The fact that the dump house itself does not directly adjoin the river is of no moment, and that is so even though the dump house was some 100 yards or more from the river’s edge. The test is functional—is the situs used as part of loading or unloading operations?—and here the test was met. See also Garvey Grain Co. v. Director, Office of Workers’ Compensation Programs, 639 F.2d 366, 371 (7th Cir.1981) (holding that situs test was met where worker was inside mill portion of dockside grain facility); Cargill, Inc. v. Powell, 573 F.2d 561, 562-63 (9th Cir.1977) (finding situs requirement met where grain facility worker was injured while operating a “tipper” which, like the dump house here, was used to unload railroad cars); I. T. O. Corporation of Baltimore v. Benefits Review Board, 529 F.2d 1080, 1082-84 (4th Cir.1975) (holding that several workers met situs test when they were injured in shipyard “marshaling” area 650 feet to three-quarters of a mile from water’s edge). See generally Annotation, Situs Requirement for Coverage Under Longshoremen’s and Harbor Workers’ Compensation Act as Amended, 45 A.L.R.Fed. 247 (1979).

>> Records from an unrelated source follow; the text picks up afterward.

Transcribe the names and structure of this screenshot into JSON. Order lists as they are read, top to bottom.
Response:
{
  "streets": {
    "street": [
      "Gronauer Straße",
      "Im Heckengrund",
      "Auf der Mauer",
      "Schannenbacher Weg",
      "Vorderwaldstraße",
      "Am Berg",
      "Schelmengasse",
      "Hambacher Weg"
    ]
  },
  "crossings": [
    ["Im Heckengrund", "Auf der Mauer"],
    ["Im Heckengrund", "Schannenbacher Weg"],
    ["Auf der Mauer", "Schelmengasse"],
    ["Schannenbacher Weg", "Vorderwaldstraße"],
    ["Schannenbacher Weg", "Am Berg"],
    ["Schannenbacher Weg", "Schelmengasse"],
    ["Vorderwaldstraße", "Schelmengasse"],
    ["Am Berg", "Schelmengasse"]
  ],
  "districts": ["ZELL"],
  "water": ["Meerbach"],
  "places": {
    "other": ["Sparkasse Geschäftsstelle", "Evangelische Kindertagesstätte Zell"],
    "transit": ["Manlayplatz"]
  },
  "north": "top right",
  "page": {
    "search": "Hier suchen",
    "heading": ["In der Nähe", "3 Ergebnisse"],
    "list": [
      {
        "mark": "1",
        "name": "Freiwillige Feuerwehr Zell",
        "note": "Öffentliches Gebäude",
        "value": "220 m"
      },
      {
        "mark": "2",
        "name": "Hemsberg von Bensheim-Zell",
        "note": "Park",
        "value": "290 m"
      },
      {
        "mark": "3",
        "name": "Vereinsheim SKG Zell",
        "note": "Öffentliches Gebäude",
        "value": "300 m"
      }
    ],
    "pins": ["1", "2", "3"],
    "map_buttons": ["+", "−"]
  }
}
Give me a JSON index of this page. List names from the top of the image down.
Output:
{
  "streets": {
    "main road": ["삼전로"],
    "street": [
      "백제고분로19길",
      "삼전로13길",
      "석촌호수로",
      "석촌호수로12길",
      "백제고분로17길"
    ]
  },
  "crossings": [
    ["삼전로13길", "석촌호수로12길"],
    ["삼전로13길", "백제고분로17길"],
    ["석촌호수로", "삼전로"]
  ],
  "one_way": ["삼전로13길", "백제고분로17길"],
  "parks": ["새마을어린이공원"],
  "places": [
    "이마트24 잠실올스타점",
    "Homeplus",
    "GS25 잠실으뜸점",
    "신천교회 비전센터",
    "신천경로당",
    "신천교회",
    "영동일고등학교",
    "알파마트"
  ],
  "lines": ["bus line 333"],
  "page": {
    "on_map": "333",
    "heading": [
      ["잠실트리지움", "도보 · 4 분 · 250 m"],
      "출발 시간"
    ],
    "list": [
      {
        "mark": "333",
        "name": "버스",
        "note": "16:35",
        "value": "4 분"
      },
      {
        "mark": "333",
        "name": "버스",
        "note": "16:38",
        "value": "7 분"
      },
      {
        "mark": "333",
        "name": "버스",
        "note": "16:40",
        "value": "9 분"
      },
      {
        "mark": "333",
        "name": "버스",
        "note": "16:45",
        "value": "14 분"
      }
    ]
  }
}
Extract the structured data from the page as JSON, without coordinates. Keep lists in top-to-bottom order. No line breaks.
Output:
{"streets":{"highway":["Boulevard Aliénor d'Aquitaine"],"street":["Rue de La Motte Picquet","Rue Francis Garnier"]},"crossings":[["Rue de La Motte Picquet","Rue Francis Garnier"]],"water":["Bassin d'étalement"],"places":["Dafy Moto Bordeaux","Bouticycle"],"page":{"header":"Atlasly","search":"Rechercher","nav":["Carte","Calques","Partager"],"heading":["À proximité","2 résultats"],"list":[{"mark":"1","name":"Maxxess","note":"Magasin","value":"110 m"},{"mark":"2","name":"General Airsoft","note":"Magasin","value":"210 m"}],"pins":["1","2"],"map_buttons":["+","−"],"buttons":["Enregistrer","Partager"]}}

Merrill has asked rhetorically how far from the river he would have to have been before the LHWCA’s situs test would no longer be met, and frankly we do not know. It is true, as Merrill suggests, that in a sense the entire Havana facility was an integral part of the loading and unloading process; for that matter, the train tracks leading from miles away could be said to be integral to loading the barges, because without those tracks the coal could not have reached the facility to be loaded. Obviously there is a line somewhere — perhaps within the Havana Coal Transfer Plant, and perhaps outside of that facility — where the situs test would no longer be met, and where no maritime jurisdiction would be present. See Perkins v. Marine Terminals Corp., 673 F.2d 1097, 1101 (9th Cir.1982) (“... there may be situations where injuries to maritime employees occur so far from navigable water that situs considerations alone would pose jurisdictional questions ...”). All we need now decide, however, is whether this particular situs was within the LHWCA’s coverage, and it seems clear to this Court that it was.

(D) Status — The final element necessary to establish LHWCA coverage is the status requirement — at the time of his injury, Merrill must have been a “person engaged in maritime employment” to be subject to this workers’ compensation system to the exclusion of his FELA-claim. Merrill was employed by the Railway, considered himself a railroad man, and even belonged to a railroad union, and so it might seem curious that Congress would consider him a longshoreman or harbor worker for purposes of this Act. But plenty of precedent exists finding that railroad workers working dockside can be covered by the LHWCA; see, e.g., Chesapeake & Ohio Ry. Co. v. Schwalb, — U.S. -, 110 S.Ct. 381, 107 L.Ed.2d 278 (1989); Price v. Norfolk & Western Ry. Co., 618 F.2d 1059 (4th Cir.1980); Vogelsang v. Western Maryland Ry. Co., 670 F.2d 1347 (4th Cir.1982); Harmon v. Baltimore & Ohio Railroad, 741 F.2d 1398 (D.C.Cir.1984); Conligio v. Norfolk & Western Ry. Co., 670 F.Supp. 1353 (E.D.Mich.1987). Furthermore, Merrill’s union membership is not overly relevant — "[w]e cannot assume that Congress intended to make union membership the decisive factor. The vagaries of union jurisdiction are unrelated to the purposes of the Act.” Northeast Marine Terminal Co., Inc. v. Caputo, 432 U.S. 249, 268 n. 30, 97 S.Ct. 2348, 2359 n. 30, 53 L.Ed.2d 320 (1977).

Instead, the status requirement “is an occupational test focusing on loading and unloading," Schwalb, 110 S.Ct. at 385 (citing Herb’s Welding, Inc. v. Gray, 470 U.S. 414, 424, 105 S.Ct. 1421, 1427, 84 L.Ed.2d 406 (1985)), and railroad workers so engaged (i.e. loading or unloading ships) are within the LHWCA’s reach as much as longshoremen are themselves.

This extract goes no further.